Exercise prompt. Return every line of the listing below, unchanged, from its first line to the line holding "Draw a box around all text", that line included.
►
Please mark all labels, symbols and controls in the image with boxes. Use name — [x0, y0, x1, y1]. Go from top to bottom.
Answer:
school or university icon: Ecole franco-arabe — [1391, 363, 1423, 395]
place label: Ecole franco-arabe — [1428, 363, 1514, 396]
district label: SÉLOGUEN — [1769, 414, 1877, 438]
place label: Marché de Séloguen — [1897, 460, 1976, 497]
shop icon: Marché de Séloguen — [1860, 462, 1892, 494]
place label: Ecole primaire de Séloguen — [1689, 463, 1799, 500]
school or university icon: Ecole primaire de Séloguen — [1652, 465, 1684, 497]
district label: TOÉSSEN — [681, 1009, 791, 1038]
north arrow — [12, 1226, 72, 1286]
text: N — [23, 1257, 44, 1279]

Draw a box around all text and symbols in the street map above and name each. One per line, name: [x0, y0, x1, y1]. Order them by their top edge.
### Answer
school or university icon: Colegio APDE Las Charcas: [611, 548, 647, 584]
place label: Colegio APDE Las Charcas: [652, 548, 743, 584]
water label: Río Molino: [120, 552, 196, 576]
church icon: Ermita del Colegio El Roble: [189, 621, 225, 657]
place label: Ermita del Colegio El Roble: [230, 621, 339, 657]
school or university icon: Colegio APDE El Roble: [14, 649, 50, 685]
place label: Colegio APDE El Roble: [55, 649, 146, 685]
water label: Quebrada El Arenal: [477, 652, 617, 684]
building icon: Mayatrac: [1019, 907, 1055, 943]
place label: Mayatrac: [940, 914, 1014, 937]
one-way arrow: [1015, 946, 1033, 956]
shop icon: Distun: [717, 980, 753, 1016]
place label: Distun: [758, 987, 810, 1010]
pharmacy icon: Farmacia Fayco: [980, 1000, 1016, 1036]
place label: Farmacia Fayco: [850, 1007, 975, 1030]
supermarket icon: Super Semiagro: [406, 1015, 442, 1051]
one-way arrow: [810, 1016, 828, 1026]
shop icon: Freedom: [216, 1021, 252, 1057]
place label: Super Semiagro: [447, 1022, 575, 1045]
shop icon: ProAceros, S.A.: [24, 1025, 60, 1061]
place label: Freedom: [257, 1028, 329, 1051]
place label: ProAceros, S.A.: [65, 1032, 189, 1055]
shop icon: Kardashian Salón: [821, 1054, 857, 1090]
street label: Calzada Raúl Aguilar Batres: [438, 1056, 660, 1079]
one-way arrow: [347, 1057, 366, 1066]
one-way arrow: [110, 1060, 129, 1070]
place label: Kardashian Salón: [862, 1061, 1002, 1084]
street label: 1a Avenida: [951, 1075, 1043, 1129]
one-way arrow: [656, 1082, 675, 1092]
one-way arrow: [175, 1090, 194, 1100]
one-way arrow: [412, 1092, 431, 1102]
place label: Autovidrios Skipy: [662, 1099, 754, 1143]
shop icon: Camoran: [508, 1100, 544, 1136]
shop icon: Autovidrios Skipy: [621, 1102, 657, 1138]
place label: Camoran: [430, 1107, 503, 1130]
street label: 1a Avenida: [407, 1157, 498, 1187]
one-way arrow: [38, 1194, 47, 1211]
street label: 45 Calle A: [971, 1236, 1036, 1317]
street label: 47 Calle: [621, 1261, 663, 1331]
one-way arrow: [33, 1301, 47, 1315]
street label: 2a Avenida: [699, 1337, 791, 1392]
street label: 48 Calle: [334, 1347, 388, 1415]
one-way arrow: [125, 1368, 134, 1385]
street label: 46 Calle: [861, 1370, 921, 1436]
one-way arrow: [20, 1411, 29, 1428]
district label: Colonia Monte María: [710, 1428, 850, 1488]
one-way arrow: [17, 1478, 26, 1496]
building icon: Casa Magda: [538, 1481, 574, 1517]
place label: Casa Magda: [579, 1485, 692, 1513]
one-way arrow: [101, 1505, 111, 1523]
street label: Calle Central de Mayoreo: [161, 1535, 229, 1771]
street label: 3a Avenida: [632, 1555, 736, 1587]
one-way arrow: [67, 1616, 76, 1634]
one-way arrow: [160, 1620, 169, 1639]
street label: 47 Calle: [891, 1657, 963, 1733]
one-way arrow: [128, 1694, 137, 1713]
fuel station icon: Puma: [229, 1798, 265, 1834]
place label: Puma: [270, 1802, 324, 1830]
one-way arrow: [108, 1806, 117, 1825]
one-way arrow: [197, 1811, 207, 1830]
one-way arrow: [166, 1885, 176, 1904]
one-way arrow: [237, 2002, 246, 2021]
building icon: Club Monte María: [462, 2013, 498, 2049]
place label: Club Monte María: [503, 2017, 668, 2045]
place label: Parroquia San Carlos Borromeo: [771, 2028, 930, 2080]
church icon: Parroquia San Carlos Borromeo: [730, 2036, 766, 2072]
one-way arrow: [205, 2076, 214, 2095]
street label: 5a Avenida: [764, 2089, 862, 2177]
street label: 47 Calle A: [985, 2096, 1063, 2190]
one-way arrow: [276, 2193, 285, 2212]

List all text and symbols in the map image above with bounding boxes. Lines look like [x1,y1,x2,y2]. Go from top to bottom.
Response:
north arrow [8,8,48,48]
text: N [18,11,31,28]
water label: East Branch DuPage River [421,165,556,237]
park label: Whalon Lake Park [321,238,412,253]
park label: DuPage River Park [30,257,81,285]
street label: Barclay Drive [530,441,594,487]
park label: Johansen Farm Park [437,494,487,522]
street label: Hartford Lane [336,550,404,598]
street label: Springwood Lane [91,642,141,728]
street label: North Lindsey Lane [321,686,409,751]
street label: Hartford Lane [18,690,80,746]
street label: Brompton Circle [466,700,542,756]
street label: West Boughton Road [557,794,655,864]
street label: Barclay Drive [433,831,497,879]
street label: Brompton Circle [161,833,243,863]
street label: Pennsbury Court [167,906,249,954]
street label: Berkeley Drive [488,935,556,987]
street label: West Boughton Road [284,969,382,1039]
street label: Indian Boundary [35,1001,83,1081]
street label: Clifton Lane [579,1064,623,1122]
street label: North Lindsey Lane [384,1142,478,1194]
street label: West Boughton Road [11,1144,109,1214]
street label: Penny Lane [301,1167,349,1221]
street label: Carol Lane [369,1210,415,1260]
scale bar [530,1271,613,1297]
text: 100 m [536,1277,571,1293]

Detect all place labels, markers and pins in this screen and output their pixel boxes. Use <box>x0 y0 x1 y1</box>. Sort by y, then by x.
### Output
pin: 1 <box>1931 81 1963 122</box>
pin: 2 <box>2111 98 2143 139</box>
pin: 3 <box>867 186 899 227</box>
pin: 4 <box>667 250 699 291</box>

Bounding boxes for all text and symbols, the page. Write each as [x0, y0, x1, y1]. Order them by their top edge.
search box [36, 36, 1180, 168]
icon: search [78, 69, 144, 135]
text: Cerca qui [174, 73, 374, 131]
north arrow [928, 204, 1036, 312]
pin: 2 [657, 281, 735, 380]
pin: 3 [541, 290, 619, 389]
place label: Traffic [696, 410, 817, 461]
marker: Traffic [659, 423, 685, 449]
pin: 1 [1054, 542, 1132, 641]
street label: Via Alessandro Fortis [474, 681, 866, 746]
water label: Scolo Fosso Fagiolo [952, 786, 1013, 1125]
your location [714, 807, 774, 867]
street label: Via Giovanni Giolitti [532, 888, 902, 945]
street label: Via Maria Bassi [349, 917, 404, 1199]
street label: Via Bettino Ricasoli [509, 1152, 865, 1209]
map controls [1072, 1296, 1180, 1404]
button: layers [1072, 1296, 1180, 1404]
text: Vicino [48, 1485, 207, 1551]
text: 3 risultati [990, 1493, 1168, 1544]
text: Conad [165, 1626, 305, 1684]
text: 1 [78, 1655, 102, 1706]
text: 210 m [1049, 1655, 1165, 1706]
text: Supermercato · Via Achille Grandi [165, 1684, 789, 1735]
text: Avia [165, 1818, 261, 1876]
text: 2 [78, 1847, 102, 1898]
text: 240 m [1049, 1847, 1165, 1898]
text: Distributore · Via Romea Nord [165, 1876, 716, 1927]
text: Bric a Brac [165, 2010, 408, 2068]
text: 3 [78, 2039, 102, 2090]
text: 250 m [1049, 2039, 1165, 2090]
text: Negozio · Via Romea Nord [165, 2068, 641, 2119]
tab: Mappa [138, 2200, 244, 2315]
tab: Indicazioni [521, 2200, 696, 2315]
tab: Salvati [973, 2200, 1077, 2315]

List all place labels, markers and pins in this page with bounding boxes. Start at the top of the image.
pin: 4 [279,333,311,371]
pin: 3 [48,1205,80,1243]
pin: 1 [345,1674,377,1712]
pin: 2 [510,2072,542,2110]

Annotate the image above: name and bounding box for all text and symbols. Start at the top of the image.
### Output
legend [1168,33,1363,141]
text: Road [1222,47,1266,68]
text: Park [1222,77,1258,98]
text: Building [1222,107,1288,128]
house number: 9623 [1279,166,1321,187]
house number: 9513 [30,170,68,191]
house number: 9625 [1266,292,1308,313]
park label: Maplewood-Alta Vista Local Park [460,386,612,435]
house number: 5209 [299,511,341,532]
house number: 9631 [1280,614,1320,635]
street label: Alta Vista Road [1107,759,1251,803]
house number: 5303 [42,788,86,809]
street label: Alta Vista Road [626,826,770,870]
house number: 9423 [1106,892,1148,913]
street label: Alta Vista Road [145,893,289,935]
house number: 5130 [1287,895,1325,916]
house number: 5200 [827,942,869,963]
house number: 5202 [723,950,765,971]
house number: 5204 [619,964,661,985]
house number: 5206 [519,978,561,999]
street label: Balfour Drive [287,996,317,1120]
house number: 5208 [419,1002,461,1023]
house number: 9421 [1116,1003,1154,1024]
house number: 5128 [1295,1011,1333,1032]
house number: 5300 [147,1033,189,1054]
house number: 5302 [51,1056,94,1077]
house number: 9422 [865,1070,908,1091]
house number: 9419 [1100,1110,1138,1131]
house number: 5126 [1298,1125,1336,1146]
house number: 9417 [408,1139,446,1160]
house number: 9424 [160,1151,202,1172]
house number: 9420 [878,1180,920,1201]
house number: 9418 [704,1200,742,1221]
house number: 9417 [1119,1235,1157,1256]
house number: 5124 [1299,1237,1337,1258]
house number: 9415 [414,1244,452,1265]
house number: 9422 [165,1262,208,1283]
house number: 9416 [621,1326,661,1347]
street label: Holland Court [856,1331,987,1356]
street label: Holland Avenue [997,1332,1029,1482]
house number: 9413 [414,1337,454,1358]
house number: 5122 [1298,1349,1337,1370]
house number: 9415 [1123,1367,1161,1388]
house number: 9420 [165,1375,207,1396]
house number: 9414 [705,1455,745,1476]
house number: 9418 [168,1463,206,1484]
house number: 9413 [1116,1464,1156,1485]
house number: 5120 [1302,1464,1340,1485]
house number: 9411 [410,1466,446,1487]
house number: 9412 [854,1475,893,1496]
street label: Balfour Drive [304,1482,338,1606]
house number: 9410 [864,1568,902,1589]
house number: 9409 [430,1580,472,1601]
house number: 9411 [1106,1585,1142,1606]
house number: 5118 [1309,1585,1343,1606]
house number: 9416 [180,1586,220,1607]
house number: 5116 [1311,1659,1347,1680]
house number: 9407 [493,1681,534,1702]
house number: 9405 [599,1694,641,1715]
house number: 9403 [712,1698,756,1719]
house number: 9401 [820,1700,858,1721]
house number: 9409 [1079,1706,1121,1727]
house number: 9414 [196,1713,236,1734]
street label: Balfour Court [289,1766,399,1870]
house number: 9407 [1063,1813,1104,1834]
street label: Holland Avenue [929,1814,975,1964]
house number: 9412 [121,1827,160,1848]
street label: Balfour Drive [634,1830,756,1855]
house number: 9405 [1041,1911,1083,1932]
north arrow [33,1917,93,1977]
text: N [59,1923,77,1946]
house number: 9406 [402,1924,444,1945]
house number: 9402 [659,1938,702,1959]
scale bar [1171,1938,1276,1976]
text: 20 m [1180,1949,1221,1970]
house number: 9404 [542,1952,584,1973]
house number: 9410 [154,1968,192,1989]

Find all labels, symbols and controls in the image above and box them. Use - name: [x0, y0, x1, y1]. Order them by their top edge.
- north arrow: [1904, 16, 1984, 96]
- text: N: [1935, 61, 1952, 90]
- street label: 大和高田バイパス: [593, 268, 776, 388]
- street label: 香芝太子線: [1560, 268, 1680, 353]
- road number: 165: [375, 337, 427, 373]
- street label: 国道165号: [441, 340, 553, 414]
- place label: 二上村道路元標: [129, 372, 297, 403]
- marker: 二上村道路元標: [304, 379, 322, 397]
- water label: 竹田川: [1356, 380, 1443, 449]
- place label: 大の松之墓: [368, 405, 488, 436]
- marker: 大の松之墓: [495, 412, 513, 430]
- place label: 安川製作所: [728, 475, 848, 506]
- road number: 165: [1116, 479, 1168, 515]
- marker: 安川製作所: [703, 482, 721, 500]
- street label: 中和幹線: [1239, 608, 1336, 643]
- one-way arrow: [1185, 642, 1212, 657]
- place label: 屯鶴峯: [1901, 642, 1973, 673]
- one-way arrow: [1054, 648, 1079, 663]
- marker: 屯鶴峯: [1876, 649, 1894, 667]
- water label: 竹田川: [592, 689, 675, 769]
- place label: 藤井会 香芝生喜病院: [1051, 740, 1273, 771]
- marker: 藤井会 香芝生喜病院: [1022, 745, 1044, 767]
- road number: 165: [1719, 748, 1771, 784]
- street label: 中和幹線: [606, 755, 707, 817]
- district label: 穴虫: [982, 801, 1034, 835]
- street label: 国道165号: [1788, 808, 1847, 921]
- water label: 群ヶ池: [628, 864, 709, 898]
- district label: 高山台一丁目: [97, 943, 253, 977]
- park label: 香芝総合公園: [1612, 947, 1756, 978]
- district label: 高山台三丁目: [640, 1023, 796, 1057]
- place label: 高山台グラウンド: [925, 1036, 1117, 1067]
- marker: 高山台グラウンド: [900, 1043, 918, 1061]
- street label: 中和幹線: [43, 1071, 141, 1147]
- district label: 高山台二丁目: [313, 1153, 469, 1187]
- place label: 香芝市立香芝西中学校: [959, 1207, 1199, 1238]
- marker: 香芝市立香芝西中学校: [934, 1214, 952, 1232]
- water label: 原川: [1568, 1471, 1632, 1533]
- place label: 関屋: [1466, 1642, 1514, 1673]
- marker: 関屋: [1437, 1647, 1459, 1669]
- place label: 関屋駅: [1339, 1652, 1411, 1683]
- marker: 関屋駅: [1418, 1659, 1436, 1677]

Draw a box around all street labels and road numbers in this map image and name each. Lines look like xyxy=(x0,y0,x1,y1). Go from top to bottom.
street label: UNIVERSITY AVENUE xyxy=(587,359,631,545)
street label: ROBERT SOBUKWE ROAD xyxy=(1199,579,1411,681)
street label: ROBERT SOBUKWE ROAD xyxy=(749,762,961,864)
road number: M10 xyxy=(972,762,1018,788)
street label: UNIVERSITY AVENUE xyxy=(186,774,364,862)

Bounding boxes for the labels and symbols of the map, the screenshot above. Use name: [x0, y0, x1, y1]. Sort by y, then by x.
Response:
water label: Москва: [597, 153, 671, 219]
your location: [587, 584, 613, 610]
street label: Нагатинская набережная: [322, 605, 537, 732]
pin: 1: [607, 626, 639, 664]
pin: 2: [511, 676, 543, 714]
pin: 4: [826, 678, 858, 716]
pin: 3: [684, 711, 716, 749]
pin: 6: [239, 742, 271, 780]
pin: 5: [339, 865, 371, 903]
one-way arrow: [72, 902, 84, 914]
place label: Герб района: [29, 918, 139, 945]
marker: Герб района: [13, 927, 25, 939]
◄
Result below.
Please mark all labels, symbols and controls in the image with boxes. Use name — [x0, y0, x1, y1]. Go from top to bottom.
Answer:
school or university icon: Ecole franco-arabe — [1391, 363, 1423, 395]
place label: Ecole franco-arabe — [1428, 363, 1514, 396]
district label: SÉLOGUEN — [1769, 414, 1877, 438]
place label: Marché de Séloguen — [1897, 460, 1976, 497]
shop icon: Marché de Séloguen — [1860, 462, 1892, 494]
place label: Ecole primaire de Séloguen — [1689, 463, 1799, 500]
school or university icon: Ecole primaire de Séloguen — [1652, 465, 1684, 497]
district label: TOÉSSEN — [681, 1009, 791, 1038]
north arrow — [12, 1226, 72, 1286]
text: N — [23, 1257, 44, 1279]

Draw a box around all text and symbols in the street map above and name each. One per line, name: [x0, y0, x1, y1]. Order them by their top edge.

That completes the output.